* _WHAT IS NEEDED_: Give the count of lines in the data that include the string "align", with no added remarks.

(Stored items)
Start of Block

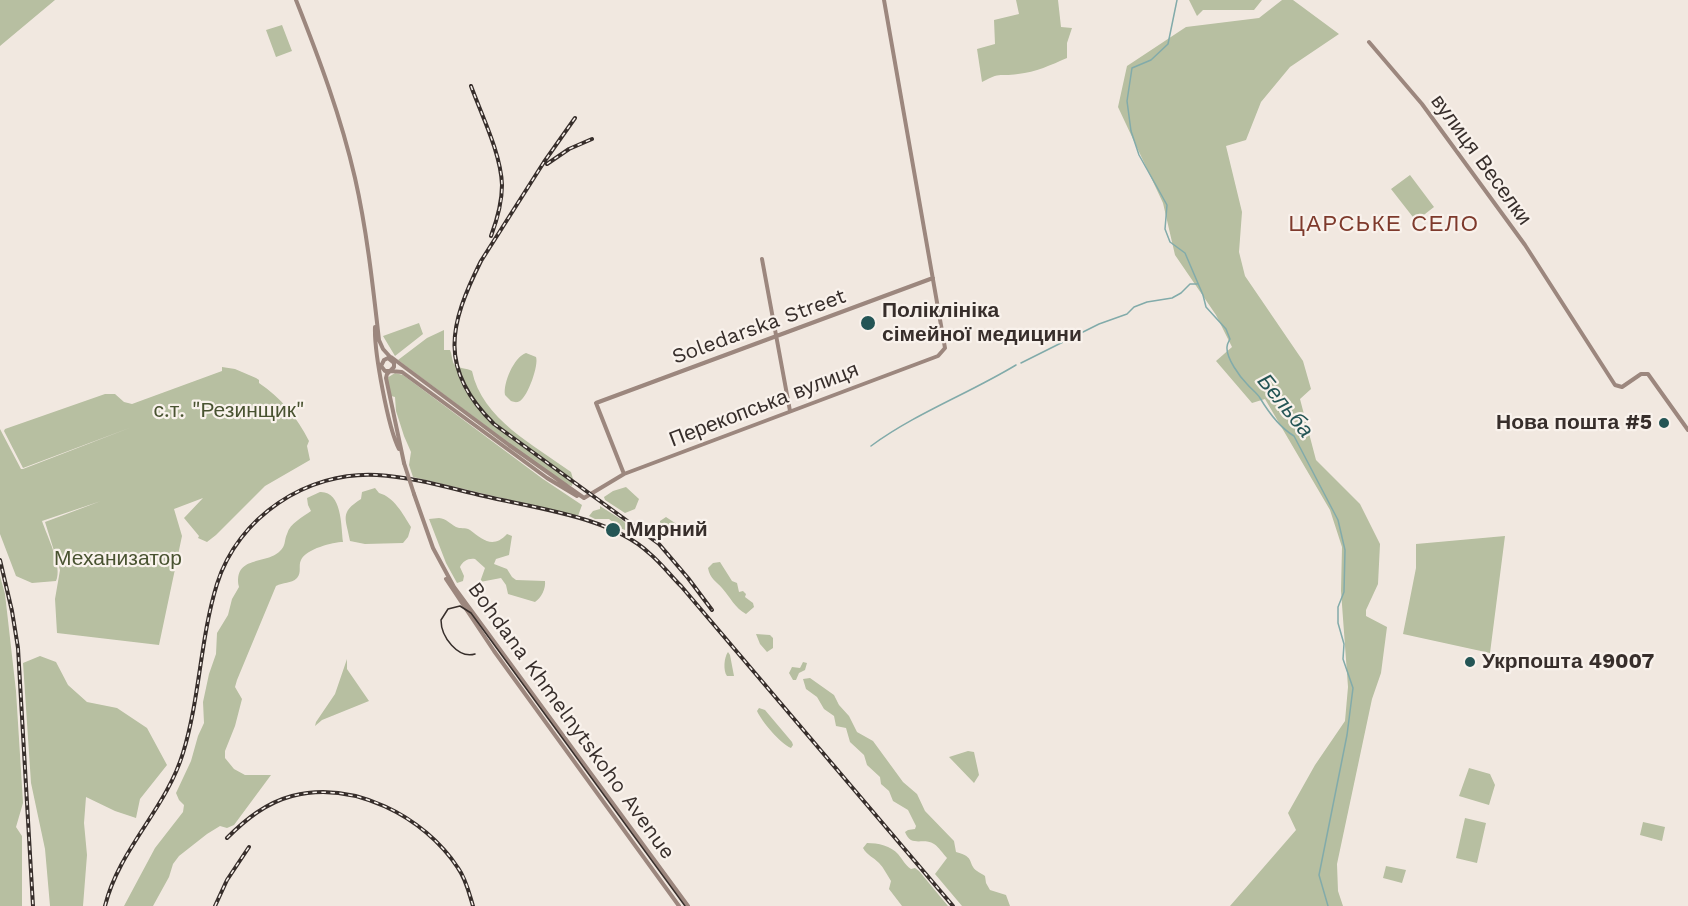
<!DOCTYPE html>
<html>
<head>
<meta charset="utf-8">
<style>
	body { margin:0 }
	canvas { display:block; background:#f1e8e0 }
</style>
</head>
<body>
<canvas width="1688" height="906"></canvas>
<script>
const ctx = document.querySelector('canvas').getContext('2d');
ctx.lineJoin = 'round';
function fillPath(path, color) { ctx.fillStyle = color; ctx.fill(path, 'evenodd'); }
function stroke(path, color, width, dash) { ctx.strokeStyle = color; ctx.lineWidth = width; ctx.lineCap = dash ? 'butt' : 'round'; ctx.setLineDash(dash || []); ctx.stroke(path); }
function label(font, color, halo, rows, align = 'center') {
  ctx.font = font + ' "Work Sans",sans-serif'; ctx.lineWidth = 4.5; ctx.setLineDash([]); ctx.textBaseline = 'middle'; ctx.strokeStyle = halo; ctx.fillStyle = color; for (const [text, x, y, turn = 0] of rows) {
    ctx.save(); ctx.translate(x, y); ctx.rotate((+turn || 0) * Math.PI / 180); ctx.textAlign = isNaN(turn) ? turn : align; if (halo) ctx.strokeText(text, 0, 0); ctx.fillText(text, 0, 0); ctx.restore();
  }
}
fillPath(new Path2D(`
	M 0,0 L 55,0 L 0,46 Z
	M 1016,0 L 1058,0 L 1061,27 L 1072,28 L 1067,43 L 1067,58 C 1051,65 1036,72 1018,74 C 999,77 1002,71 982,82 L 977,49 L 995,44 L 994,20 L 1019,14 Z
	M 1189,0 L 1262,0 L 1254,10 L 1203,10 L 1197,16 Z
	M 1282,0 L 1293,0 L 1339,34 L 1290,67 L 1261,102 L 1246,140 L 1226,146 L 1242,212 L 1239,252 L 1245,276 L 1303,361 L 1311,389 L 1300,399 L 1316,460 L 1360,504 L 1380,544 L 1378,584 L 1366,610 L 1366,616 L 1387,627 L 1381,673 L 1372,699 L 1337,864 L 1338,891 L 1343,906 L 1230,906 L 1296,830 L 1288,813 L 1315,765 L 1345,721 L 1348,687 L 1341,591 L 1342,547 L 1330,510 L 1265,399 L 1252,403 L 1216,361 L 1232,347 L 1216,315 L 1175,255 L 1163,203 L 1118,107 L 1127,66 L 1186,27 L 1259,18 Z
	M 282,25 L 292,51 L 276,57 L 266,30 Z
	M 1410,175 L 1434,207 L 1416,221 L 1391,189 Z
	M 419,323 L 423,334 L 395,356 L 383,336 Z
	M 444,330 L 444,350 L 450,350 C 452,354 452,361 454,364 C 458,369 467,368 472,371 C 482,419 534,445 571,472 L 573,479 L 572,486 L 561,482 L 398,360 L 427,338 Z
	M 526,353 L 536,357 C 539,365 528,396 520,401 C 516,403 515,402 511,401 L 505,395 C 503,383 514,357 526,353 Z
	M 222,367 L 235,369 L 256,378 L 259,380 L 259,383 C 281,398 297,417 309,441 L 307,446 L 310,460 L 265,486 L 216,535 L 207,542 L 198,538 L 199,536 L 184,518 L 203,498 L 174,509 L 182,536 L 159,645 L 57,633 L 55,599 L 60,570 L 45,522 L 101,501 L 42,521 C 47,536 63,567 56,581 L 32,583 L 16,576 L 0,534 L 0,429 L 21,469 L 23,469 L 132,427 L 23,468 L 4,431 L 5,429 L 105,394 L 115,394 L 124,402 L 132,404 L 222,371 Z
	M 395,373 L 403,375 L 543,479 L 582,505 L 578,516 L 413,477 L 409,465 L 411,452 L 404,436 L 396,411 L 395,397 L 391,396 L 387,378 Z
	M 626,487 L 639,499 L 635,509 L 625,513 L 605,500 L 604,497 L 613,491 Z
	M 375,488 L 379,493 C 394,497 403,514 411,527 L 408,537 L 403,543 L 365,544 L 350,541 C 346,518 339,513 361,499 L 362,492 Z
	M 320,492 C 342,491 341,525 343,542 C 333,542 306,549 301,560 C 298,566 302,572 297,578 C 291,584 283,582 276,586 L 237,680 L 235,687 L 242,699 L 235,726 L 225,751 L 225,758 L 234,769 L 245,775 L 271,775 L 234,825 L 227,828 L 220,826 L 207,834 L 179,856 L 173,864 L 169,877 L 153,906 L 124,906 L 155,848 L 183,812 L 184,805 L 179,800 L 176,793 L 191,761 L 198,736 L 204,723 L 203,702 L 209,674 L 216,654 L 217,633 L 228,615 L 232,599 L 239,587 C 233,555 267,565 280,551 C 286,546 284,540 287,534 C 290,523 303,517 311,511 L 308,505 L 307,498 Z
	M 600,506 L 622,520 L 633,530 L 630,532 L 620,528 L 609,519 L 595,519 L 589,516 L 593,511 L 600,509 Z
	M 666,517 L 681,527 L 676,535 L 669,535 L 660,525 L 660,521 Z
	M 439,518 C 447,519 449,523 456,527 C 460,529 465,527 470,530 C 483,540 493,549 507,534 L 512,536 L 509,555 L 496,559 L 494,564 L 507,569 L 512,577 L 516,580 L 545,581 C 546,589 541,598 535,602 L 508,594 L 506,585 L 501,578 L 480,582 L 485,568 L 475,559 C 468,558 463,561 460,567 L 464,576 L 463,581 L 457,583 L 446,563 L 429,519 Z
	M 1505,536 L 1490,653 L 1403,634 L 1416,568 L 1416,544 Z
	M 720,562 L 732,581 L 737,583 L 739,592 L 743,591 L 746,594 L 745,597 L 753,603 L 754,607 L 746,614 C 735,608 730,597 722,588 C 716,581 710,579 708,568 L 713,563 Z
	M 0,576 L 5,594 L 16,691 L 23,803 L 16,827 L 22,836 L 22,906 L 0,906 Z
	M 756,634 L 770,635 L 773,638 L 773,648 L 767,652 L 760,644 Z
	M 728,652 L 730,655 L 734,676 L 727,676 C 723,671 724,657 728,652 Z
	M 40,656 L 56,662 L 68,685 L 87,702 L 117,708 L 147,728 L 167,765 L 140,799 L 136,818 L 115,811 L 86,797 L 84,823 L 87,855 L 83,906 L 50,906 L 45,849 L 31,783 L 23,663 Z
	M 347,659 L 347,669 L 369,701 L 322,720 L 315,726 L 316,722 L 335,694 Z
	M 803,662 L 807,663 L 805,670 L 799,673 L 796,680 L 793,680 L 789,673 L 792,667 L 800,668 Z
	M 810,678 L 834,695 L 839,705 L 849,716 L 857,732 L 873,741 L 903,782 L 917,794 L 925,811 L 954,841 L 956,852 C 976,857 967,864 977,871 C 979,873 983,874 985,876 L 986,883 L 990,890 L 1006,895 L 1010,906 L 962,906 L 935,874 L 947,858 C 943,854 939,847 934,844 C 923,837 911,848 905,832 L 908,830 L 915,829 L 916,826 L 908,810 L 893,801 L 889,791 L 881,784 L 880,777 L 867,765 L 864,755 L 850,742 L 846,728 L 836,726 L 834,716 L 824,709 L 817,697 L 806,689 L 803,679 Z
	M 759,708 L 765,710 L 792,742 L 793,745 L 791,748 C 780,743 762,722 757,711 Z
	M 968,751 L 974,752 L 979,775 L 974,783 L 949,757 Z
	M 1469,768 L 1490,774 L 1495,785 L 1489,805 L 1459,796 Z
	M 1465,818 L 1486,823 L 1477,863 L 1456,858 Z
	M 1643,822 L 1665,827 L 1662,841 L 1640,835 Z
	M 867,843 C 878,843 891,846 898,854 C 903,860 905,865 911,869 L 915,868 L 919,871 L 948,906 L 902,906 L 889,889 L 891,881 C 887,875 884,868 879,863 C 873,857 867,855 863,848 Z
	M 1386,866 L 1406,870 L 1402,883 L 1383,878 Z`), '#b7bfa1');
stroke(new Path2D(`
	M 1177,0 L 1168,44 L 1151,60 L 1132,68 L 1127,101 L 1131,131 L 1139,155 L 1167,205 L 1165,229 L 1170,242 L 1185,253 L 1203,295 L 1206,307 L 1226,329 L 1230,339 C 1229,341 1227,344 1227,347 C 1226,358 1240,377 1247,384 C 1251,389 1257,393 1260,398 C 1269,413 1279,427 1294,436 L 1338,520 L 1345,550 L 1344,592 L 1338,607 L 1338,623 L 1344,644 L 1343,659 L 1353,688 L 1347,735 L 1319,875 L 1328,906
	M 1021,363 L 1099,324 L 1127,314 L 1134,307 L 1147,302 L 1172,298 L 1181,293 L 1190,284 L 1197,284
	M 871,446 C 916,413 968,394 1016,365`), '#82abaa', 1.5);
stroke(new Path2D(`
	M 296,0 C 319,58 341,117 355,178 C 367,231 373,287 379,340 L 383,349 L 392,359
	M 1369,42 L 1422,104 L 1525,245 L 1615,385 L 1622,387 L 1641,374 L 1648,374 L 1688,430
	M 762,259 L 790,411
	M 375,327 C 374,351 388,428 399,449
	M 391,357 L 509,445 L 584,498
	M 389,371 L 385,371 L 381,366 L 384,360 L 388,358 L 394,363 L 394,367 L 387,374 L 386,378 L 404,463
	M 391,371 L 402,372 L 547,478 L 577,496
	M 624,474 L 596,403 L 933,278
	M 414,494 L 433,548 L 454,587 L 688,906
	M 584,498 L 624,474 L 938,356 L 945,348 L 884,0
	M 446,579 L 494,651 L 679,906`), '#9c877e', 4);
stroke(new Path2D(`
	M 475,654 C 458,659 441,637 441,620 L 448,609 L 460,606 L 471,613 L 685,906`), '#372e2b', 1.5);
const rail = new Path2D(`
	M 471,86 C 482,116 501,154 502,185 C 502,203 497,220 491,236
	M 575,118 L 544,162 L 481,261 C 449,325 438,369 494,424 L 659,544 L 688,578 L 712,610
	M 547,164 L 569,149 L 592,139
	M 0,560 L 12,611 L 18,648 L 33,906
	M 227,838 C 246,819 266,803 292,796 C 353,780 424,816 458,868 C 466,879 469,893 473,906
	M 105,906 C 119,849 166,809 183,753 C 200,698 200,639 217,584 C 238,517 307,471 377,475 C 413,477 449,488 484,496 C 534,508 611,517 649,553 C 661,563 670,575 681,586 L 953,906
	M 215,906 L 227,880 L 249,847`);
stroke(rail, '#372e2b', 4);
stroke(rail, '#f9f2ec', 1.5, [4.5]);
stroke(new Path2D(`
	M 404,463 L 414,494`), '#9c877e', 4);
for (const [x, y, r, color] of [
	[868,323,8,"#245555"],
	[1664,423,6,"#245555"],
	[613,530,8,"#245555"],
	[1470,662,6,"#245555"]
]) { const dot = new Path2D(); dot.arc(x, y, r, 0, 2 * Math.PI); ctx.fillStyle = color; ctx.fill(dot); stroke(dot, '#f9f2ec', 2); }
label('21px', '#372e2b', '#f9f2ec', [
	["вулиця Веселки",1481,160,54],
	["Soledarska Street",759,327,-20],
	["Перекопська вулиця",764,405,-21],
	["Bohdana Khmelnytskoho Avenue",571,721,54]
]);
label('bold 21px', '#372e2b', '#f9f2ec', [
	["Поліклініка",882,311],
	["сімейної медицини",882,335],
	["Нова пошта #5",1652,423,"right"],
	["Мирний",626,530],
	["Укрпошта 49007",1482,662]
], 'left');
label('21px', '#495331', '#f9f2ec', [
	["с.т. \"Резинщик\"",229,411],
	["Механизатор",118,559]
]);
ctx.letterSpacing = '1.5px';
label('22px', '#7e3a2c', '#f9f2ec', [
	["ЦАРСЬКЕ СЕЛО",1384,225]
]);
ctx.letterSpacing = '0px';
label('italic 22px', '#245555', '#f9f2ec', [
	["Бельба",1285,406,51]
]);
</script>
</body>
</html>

End of Block

* _ANSWER AREA_: 2